• Exercise prompt: Every line below that has "Describe" in it should be copied.

(Study material Opens)

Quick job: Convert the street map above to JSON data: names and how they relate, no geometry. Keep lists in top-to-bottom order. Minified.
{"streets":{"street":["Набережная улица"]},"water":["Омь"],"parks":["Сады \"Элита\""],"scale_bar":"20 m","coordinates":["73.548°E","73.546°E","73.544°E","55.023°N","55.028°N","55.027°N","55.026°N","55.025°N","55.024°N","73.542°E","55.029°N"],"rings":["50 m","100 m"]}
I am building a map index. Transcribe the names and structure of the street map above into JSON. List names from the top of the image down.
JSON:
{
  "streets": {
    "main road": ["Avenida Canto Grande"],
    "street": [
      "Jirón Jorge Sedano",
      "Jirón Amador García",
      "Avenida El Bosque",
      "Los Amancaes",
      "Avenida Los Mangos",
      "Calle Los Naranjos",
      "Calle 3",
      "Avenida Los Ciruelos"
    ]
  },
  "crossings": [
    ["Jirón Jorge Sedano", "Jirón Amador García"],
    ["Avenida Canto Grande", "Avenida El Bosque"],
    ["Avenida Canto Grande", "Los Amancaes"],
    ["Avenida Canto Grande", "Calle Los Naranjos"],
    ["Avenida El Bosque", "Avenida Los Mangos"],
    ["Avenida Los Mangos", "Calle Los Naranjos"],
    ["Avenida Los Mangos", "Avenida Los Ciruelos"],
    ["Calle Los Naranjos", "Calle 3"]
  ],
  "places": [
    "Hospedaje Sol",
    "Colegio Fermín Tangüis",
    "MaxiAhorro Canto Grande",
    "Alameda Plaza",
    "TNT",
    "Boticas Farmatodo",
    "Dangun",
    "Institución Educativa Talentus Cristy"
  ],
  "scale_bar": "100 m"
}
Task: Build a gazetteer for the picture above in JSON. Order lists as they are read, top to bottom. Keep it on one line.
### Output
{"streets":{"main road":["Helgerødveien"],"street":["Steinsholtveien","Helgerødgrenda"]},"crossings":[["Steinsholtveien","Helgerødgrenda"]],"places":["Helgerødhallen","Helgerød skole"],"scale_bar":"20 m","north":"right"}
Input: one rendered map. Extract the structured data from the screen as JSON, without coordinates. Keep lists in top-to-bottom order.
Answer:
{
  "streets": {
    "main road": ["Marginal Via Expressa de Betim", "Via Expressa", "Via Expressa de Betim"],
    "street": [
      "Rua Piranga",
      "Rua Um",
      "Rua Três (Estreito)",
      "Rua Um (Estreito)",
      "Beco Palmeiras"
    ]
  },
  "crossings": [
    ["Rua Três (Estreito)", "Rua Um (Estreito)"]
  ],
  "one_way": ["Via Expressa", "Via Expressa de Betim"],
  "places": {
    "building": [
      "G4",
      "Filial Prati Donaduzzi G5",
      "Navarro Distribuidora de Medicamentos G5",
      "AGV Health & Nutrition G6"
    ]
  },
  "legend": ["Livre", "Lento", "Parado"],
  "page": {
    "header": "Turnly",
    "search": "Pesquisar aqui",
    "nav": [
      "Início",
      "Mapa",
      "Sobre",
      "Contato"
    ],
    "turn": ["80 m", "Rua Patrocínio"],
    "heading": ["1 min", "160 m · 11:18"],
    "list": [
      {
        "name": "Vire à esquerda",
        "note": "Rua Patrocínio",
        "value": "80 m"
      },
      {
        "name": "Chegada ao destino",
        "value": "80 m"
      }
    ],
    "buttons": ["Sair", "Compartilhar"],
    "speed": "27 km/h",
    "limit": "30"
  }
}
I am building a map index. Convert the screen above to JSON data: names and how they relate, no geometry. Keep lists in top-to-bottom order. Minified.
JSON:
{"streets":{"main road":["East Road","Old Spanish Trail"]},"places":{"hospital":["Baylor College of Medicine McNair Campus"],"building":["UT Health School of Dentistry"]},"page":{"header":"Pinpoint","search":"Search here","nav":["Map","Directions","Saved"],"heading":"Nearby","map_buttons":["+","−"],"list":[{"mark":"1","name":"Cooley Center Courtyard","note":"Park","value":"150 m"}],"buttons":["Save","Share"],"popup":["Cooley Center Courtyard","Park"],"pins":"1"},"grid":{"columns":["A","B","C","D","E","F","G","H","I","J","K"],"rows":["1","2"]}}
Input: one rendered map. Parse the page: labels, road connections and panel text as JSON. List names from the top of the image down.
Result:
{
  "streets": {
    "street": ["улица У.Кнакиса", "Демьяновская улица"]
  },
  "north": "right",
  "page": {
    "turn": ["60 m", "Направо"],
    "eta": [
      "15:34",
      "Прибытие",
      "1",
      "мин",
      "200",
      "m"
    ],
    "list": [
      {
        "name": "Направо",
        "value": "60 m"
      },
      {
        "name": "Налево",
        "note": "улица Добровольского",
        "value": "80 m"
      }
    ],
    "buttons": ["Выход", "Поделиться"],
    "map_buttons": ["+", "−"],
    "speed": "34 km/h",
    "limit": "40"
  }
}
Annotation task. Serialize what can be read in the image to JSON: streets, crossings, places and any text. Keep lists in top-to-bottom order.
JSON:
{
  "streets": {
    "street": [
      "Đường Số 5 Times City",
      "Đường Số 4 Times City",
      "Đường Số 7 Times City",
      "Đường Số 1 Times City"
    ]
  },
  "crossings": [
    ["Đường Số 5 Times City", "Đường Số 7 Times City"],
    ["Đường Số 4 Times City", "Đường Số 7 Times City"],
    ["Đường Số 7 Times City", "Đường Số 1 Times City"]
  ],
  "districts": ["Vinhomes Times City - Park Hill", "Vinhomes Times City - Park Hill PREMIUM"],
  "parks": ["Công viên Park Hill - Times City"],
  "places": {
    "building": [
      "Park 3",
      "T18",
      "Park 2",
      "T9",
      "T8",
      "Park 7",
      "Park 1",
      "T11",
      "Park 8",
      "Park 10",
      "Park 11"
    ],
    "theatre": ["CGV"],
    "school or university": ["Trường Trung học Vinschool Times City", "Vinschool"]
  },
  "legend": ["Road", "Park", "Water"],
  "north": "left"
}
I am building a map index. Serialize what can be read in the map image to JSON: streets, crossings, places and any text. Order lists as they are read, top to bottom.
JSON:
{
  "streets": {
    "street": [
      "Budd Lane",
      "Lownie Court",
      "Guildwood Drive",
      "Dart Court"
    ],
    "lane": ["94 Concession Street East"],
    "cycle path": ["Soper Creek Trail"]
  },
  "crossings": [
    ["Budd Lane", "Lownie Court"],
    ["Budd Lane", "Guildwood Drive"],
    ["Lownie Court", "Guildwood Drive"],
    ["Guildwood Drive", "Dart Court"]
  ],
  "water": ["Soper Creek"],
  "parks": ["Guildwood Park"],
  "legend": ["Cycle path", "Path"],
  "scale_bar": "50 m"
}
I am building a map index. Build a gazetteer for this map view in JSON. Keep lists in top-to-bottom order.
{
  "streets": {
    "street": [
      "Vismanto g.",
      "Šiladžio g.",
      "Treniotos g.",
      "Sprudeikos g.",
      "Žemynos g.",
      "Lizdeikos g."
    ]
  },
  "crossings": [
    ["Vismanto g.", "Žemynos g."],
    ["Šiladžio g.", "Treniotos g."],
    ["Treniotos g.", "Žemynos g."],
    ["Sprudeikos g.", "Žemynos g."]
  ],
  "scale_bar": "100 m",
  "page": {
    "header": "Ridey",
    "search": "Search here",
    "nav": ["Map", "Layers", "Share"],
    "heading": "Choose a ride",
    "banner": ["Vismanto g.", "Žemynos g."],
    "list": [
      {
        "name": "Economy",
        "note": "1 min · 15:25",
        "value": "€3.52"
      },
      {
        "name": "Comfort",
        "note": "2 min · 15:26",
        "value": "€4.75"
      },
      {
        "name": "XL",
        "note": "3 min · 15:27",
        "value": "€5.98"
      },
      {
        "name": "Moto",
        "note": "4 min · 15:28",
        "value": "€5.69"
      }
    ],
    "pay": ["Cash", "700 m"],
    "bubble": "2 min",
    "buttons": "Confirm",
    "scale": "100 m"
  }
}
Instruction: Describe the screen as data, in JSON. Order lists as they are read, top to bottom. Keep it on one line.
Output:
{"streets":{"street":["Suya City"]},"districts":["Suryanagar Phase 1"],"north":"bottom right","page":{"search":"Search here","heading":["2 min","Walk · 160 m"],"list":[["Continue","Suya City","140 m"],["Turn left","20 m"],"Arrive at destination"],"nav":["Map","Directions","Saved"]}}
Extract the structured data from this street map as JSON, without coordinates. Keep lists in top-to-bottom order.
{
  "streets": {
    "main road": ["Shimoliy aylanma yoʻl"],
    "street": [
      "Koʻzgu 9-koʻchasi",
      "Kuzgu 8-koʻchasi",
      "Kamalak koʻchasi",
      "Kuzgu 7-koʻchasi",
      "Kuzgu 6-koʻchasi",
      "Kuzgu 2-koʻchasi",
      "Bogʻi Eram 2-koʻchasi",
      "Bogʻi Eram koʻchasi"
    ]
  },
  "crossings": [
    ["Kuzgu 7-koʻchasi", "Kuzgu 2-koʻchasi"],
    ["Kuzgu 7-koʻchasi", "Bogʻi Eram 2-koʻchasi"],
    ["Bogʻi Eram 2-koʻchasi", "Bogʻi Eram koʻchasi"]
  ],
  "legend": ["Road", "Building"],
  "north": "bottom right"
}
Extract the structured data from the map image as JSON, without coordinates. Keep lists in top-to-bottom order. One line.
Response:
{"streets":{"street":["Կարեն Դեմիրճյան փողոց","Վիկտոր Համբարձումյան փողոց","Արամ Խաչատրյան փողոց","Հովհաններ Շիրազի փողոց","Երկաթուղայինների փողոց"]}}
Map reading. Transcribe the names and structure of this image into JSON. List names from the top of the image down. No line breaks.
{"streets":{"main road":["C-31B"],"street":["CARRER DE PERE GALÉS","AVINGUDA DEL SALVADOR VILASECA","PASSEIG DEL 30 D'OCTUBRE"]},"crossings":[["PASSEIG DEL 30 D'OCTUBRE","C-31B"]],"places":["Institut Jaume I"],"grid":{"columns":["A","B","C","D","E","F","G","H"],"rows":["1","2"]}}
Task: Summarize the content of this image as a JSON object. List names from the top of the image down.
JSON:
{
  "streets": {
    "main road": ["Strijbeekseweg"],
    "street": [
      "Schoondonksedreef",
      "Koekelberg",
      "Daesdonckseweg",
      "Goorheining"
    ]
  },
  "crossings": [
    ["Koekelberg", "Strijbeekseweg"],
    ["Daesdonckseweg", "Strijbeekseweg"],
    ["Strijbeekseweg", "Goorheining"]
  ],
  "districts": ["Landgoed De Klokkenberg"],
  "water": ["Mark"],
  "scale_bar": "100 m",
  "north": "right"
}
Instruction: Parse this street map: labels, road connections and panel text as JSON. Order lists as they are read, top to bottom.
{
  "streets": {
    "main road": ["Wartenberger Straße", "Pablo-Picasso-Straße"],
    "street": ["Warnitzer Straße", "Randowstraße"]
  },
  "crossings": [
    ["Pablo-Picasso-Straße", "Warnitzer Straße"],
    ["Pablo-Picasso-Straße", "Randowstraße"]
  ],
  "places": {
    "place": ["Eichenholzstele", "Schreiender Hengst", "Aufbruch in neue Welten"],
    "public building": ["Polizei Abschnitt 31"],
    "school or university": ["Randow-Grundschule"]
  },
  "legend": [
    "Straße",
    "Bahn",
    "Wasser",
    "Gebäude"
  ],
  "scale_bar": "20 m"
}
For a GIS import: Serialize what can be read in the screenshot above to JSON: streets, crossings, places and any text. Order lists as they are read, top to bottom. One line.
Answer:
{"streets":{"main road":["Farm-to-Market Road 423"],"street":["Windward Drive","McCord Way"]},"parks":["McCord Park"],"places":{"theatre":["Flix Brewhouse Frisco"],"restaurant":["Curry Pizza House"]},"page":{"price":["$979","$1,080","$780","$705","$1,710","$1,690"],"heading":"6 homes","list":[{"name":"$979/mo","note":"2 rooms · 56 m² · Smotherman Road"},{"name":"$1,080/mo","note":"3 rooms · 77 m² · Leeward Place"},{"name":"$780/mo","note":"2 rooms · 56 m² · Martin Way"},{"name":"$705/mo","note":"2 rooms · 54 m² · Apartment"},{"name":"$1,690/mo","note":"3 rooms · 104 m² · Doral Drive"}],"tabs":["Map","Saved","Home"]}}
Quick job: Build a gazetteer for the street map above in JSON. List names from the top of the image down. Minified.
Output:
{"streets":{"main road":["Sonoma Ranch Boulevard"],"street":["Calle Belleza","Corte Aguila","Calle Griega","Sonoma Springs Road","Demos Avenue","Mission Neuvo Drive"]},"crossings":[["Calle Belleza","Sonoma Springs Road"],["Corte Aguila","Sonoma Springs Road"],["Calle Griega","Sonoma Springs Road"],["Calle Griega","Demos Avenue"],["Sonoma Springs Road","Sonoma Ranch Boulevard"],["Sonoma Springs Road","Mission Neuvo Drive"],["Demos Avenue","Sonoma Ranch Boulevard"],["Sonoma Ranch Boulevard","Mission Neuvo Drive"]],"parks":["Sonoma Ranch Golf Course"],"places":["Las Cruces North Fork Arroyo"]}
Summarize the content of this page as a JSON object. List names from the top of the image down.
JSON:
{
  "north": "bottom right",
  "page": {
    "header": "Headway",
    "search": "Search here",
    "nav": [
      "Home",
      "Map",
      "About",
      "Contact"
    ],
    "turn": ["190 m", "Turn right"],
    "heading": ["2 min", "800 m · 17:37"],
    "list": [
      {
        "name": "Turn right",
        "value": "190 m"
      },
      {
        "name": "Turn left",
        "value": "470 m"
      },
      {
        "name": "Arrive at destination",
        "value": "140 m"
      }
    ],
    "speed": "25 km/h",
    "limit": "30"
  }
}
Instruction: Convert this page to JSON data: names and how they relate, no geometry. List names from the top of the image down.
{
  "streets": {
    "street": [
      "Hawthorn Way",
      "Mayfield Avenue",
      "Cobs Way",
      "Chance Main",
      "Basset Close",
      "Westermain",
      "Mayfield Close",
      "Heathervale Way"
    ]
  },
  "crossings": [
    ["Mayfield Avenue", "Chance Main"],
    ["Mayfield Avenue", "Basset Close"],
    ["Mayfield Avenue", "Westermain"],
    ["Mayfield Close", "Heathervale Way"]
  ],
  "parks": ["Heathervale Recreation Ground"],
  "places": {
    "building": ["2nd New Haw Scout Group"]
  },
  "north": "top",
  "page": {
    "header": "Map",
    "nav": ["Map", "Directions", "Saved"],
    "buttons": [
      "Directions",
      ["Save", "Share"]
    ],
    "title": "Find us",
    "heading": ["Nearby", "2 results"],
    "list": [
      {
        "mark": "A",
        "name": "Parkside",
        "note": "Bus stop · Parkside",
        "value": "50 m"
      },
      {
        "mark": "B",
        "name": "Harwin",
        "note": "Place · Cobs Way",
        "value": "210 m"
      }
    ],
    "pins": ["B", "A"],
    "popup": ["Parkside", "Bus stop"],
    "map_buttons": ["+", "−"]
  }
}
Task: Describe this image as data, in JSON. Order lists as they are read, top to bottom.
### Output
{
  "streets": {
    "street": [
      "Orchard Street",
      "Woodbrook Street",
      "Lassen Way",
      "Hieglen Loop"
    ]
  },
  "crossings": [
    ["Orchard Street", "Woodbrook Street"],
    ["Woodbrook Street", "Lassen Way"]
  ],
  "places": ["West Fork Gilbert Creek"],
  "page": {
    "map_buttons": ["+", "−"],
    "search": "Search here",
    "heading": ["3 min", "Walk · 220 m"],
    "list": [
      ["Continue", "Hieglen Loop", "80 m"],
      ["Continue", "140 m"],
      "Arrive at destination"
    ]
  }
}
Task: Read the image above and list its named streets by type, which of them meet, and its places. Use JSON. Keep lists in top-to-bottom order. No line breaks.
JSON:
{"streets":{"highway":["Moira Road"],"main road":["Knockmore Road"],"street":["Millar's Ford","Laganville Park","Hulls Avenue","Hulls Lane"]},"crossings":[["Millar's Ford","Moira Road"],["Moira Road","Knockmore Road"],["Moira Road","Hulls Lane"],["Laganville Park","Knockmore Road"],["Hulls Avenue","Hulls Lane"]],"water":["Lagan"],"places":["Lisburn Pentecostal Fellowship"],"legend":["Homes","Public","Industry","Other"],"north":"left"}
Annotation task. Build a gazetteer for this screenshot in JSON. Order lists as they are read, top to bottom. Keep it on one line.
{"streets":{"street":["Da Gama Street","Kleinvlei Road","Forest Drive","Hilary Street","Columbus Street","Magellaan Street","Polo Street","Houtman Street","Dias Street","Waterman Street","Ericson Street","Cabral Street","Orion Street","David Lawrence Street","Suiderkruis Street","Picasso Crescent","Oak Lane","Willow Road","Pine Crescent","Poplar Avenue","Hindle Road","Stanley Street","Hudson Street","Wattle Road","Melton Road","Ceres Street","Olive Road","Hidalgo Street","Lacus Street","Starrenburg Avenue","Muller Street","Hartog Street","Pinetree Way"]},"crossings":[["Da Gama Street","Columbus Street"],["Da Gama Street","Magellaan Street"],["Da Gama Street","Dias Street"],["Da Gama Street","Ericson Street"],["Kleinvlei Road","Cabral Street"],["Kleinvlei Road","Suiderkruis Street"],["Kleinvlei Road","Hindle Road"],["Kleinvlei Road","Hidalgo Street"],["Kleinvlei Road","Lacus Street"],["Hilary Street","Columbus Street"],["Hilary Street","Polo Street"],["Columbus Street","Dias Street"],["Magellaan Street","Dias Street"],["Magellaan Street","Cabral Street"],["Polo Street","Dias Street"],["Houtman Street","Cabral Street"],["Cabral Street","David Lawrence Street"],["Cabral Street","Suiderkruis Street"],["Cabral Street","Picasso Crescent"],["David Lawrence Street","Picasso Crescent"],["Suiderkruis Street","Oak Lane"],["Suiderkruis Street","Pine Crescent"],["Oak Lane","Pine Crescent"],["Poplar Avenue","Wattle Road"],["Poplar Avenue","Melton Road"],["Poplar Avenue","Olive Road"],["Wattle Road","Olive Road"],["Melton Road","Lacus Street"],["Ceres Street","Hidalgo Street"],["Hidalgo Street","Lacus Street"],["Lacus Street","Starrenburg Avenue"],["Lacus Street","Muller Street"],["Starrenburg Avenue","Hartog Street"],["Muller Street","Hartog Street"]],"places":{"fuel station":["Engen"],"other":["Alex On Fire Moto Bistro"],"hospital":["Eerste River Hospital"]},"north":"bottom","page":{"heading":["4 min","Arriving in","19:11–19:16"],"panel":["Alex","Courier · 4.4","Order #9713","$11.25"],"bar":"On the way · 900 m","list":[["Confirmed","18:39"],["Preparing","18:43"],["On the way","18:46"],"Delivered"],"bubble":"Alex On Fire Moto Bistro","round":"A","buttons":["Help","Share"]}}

(Study material Closes)

• Task answer:
Instruction: Describe the screen as data, in JSON. Order lists as they are read, top to bottom. Keep it on one line.
Task: Describe this image as data, in JSON. Order lists as they are read, top to bottom.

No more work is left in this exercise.